> _Your task_
Look at the data below and print exactly the lines from its first line through the line with "ctx.textBaseline = 'middle';"; the pictures stay out of the copy.

::::::

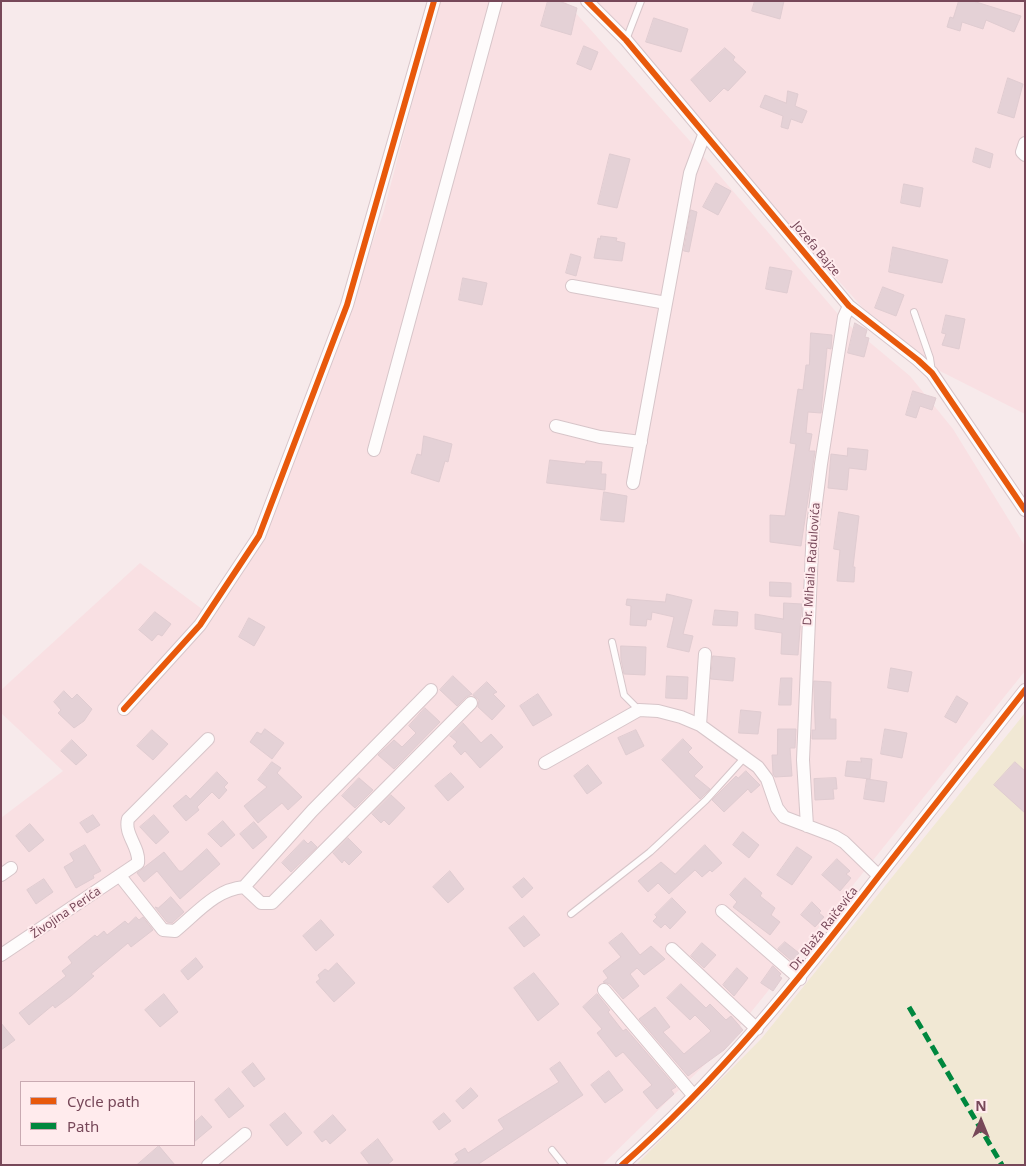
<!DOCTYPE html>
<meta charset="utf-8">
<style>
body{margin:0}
#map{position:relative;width:1026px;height:1166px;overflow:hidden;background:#f7eaeb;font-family:"Noto Sans",sans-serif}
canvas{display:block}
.frame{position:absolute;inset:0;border:2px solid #774859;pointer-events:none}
.legend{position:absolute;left:20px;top:1081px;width:175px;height:65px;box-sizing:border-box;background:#ffebed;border:1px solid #c9aab2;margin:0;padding:6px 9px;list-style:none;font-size:15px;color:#774859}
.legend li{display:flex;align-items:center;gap:10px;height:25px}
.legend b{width:25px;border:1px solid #c9aab2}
.north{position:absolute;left:956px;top:1096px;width:50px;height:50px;-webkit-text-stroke:4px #ffebed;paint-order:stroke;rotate:0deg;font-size:14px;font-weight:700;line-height:20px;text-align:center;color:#774859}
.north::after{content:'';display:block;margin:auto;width:18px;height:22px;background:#774859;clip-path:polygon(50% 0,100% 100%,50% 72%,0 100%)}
</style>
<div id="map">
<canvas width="1026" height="1166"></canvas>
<div class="frame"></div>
<ul class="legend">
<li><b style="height:6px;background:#e8590c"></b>Cycle path</li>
<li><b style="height:6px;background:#00873e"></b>Path</li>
</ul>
<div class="north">N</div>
</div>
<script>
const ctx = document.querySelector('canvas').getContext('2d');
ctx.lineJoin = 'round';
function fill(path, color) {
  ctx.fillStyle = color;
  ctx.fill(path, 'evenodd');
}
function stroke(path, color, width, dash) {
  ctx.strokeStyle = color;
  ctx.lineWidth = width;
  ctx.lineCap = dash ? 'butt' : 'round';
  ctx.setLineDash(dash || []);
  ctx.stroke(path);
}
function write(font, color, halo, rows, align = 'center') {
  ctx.font = font + ' "Noto Sans",sans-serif';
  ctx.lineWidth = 4;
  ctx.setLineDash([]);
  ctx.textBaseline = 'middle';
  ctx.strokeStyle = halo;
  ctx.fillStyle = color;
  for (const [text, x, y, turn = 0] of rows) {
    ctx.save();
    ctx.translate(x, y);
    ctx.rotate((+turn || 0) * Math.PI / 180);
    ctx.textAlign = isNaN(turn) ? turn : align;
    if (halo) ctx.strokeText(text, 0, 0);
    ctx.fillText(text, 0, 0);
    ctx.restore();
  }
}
fill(new Path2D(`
 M439,1H565L697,149L843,320L910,376L953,429L1025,546V671L723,1047L602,1165H1V818L63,771L1,713V690L140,563L206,612L281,493L383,214ZM21,1082H194V1145H21Z
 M594,1H1025V414L930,366L862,307L659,80Z`), '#f9e0e3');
fill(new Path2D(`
 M1025,713V1165H636L761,1039Z`), '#f1e8d4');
const building = new Path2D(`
 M548,1H559L577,8L571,35L541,26Z
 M755,1H784L780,19L752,11Z
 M959,1H973L1021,16L1014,32L986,20L983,29L962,22L960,31L947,27L950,17L953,18Z
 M654,18L688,29L681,52L646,42Z
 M584,46L598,52L591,70L577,64Z
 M725,48L735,57L733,60L746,72L728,91L724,88L710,102L691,80Z
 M1008,78L1023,84L1014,118L998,113Z
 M788,91L798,94L795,106L807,111L802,123L791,119L788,129L781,127L783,116L760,107L765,95L786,103Z
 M976,148L993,154L990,168L973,162Z
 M610,154L630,159L617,208L598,204Z
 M716,183L731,191L718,215L703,207Z
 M904,184L923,188L920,207L901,203Z
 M691,210L697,212L689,252L684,251Z
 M601,236L617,238L616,241L625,243L622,261L594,258L598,238L600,239Z
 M893,247L948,260L942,283L889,272Z
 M571,254L581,257L576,276L566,273Z
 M770,267L792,271L787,293L766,289Z
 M463,278L487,283L482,305L459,300Z
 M883,287L904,295L896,316L875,308Z
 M946,315L965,319L959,349L942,345L946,334L942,333Z
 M855,323L867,330L865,337L869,338L864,357L848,353Z
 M811,333L832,335L831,349L827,348L821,413L808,412L806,433L812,434L809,451H815L801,546L770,542V515L785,516L796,444L790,443L798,389L803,390L806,365H809Z
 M913,391L936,398L932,410L920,406L916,418L906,415Z
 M424,436L452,444L448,462L445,461L439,482L411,473L417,454L421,455Z
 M848,448L868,450L866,470L849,468L847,490L828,488L831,454L847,456Z
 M550,460L585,464L586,461L602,462L601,474H606L605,490L547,483Z
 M604,492L627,496L624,522L601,520Z
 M839,512L859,516L853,567H855L854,582L837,581L840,550L834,549Z
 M770,582L791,583V597L770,596Z
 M667,594L692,600L683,634L693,636L689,652L667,647L674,617L652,612L651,620L647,619L646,626L630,625L631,606L626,605L627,599L665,602Z
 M784,603L802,604L798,655L781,654L782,633L755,629V614L783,619Z
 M715,610L738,612L737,626L713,625Z
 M155,612L171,624L162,636L158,634L152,641L139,630Z
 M249,618L265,627L254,646L239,637Z
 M621,646L646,647L645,675L624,674L621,659Z
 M713,656L735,658L733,681L711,679Z
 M891,668L912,672L908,692L888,688Z
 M453,676L472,694L466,697L457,706L440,690Z
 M667,676L688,677L687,699L666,698Z
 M781,678H792L791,705H779Z
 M814,681L831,682L830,719H836V739H812V730H815Z
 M487,682L497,692L493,694L505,706L492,720L478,707L479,700L473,695Z
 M64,691L72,699L77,694L92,709L84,721L74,728L58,713L61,710L54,702Z
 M538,694L552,715L533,726L520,706Z
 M957,696L968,703L956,723L945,717Z
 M425,708L440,722L394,769L378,755L394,740L402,747L416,733L409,726Z
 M741,710L761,712L758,734L739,733Z
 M463,723L481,743L491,734L503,747L480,768L465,751L461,755L453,746L457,742L450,736Z
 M265,729L284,743L272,759L250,742L257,732L261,734Z
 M778,729H796L795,748H790L792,776L775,777L773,774L772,755H777Z
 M885,729L907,733L902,758L881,754Z
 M152,730L168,744L153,760L137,746Z
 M636,730L644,746L626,755L618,738Z
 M683,739L692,748L688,752L703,767L694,776L710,789L700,799L662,760Z
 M72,740L87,755L76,765L61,751Z
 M861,758L872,759L870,779L845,776L847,761L861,762Z
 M272,762L281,768L277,773L302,797L288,810L282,803L258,823L244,806L267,787L258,780Z
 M1015,762L1025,771V813L994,785Z
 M588,765L602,783L587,794L574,776Z
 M746,771L760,785L751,793L748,789L724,812L712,800L736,776L738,778Z
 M217,772L228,783L224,787L227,790L219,799L212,792L197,807L199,810L186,821L173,806L186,795L190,799Z
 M451,773L464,787L448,801L435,786Z
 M359,778L373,790L355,808L342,796Z
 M836,778L837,789H833L834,799L815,800L814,779Z
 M867,779L887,782L884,802L864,799Z
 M391,795L405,808L389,825L384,820L381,823L372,814Z
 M93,815L100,825L87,833L80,823Z
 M154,815L169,832L156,844L140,827Z
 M223,821L235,835L221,847L208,834Z
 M254,822L267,837L253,849L240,834Z
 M30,824L44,840L29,852L16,836Z
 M743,832L759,845L749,858L733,845Z
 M348,838L362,852L349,865L344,860L342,863L333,853Z
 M304,840L308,844L311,841L317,847L291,872L282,863Z
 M85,845L101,871L93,875L94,878L76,888L64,867L74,861L70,854Z
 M705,845L722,863L712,872L710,870L702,877L695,870L669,894L658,883L648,892L638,881L661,862L675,874Z
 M797,847L812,857L792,885L777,875Z
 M207,849L220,864L180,899L157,871L144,882L137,873L164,852L179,871H182Z
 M837,859L850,871L846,874L851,878L840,891L822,875Z
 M450,871L464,889L448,903L433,887Z
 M524,878L533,888L522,898L513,887Z
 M745,878L762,893L760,896L775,908L771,915L780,922L770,935L733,907L737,902L730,895Z
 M44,879L53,892L36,904L27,890Z
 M171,897L184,912L172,923L167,922L155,907L158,908Z
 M672,898L686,912L670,929L665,924L661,928L653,921L657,917L655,915Z
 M812,902L821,911L819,913L824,917L815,927L801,915Z
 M524,916L540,935L524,947L509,928Z
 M136,917L139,920L143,917L153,930L131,947L128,943L91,974L94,976L71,996L55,1008L53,1005L29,1025L19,1013L66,976L62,971L72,963L68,957L95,935L97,937L104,931L107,935L125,921L128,924Z
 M321,920L334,935L316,951L303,936Z
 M622,933L640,955L651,946L665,959L644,975L637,968L630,974L639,986L623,999L610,984L603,982L608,978L603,971L621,957L609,943Z
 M785,942L799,953L792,961L778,949Z
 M702,943L716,955L704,968L691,956Z
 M196,958L203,967L188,980L181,971Z
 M337,963L355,983L334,1002L316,982L320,979L318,975L325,969L328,971Z
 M773,966L781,974L779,976L782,978L773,991L761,983Z
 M737,968L748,978L734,996L723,985Z
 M534,973L559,1004L538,1021L514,988Z
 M681,984L706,1008L710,1004L726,1020L731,1016L743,1030L724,1050L688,1076L639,1019L655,1007L670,1027L663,1032L684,1054L711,1031L695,1015L690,1020L667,998Z
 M164,994L178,1012L160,1027L145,1010Z
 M597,994L610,1010L608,1012L623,1031L626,1029L676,1087L671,1090L674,1094L657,1109L643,1092L652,1085L623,1052L616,1057L597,1033L602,1029L583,1007Z
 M1,1023L15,1040L1,1050Z
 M560,1062L583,1095L477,1165H452L459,1160L455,1154L465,1148L468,1153L504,1129L498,1120L559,1082L550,1069Z
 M253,1063L265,1079L254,1087L242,1072Z
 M609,1071L623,1090L605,1103L591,1085Z
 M229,1088L244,1106L229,1118L215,1100Z
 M471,1088L478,1096L463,1109L456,1101Z
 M285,1113L302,1133L287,1146L270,1125Z
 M444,1113L451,1121L439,1130L433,1122Z
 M333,1115L346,1130L330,1144L326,1139L322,1142L314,1132Z
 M202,1116L212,1127L194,1142V1123Z
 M378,1139L393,1160L387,1165H370L361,1153Z
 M159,1146L175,1165H137Z`);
fill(building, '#e4d1d6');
stroke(building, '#e0ccd1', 1);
const service = new Path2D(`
 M626,40L641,1
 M914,312L930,358L932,372
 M612,642L624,695L639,710
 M571,914L650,852L706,800L745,757
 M552,1150L564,1165`);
const minor = new Path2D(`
 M587,1L626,40L849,306L918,360L932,373L1025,510
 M1025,143L1022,152L1025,155
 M572,286L666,303
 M556,426L600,437L641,442
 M374,450L496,1
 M633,483L690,173L704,135
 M124,709L200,625L259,536L347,305L434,1
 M700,725L705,654
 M545,763L639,710L658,711L681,717L700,725L758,767L767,779L777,808L784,817L834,836L844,842L879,876
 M807,826L803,760L813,526L821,464L844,317L849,306
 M1,875L11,868
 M120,876L163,930L175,931C196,914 216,889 244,887L312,811L431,690
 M244,887L261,903H272L471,703
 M722,911L800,979
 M672,949L757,1029
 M1,955L138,863C140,847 124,835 128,819L208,739
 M604,990L694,1096
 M208,1165L245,1134
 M622,1165C719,1079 799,980 878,877C926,815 976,753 1025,690`);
stroke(service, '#d7c5c9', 8);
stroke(minor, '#d7c5c9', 14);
stroke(service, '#fefcfc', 6);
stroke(minor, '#fefcfc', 12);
stroke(new Path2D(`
 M909,1007L1002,1165`), '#00873e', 5, [10, 5]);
stroke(new Path2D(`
 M587,1L626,40L849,306L918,360L932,373L1025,510
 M124,709L200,625L259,536L347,305L434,1
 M622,1165C719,1079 799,980 878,877C926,815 976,753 1025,690`), '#e8590c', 6);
write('12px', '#774859', '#ffebed', [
 ["Jozefa Bajze",816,249,50],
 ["Dr. Mihaila Radulovića",812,564,-86],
 ["Živojina Perića",66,913,-34],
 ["Dr. Blaža Raičevića",824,929,-52]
]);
</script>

::::::

> _Solution to the exercise_
<!DOCTYPE html>
<meta charset="utf-8">
<style>
body{margin:0}
#map{position:relative;width:1026px;height:1166px;overflow:hidden;background:#f7eaeb;font-family:"Noto Sans",sans-serif}
canvas{display:block}
.frame{position:absolute;inset:0;border:2px solid #774859;pointer-events:none}
.legend{position:absolute;left:20px;top:1081px;width:175px;height:65px;box-sizing:border-box;background:#ffebed;border:1px solid #c9aab2;margin:0;padding:6px 9px;list-style:none;font-size:15px;color:#774859}
.legend li{display:flex;align-items:center;gap:10px;height:25px}
.legend b{width:25px;border:1px solid #c9aab2}
.north{position:absolute;left:956px;top:1096px;width:50px;height:50px;-webkit-text-stroke:4px #ffebed;paint-order:stroke;rotate:0deg;font-size:14px;font-weight:700;line-height:20px;text-align:center;color:#774859}
.north::after{content:'';display:block;margin:auto;width:18px;height:22px;background:#774859;clip-path:polygon(50% 0,100% 100%,50% 72%,0 100%)}
</style>
<div id="map">
<canvas width="1026" height="1166"></canvas>
<div class="frame"></div>
<ul class="legend">
<li><b style="height:6px;background:#e8590c"></b>Cycle path</li>
<li><b style="height:6px;background:#00873e"></b>Path</li>
</ul>
<div class="north">N</div>
</div>
<script>
const ctx = document.querySelector('canvas').getContext('2d');
ctx.lineJoin = 'round';
function fill(path, color) {
  ctx.fillStyle = color;
  ctx.fill(path, 'evenodd');
}
function stroke(path, color, width, dash) {
  ctx.strokeStyle = color;
  ctx.lineWidth = width;
  ctx.lineCap = dash ? 'butt' : 'round';
  ctx.setLineDash(dash || []);
  ctx.stroke(path);
}
function write(font, color, halo, rows, align = 'center') {
  ctx.font = font + ' "Noto Sans",sans-serif';
  ctx.lineWidth = 4;
  ctx.setLineDash([]);
  ctx.textBaseline = 'middle';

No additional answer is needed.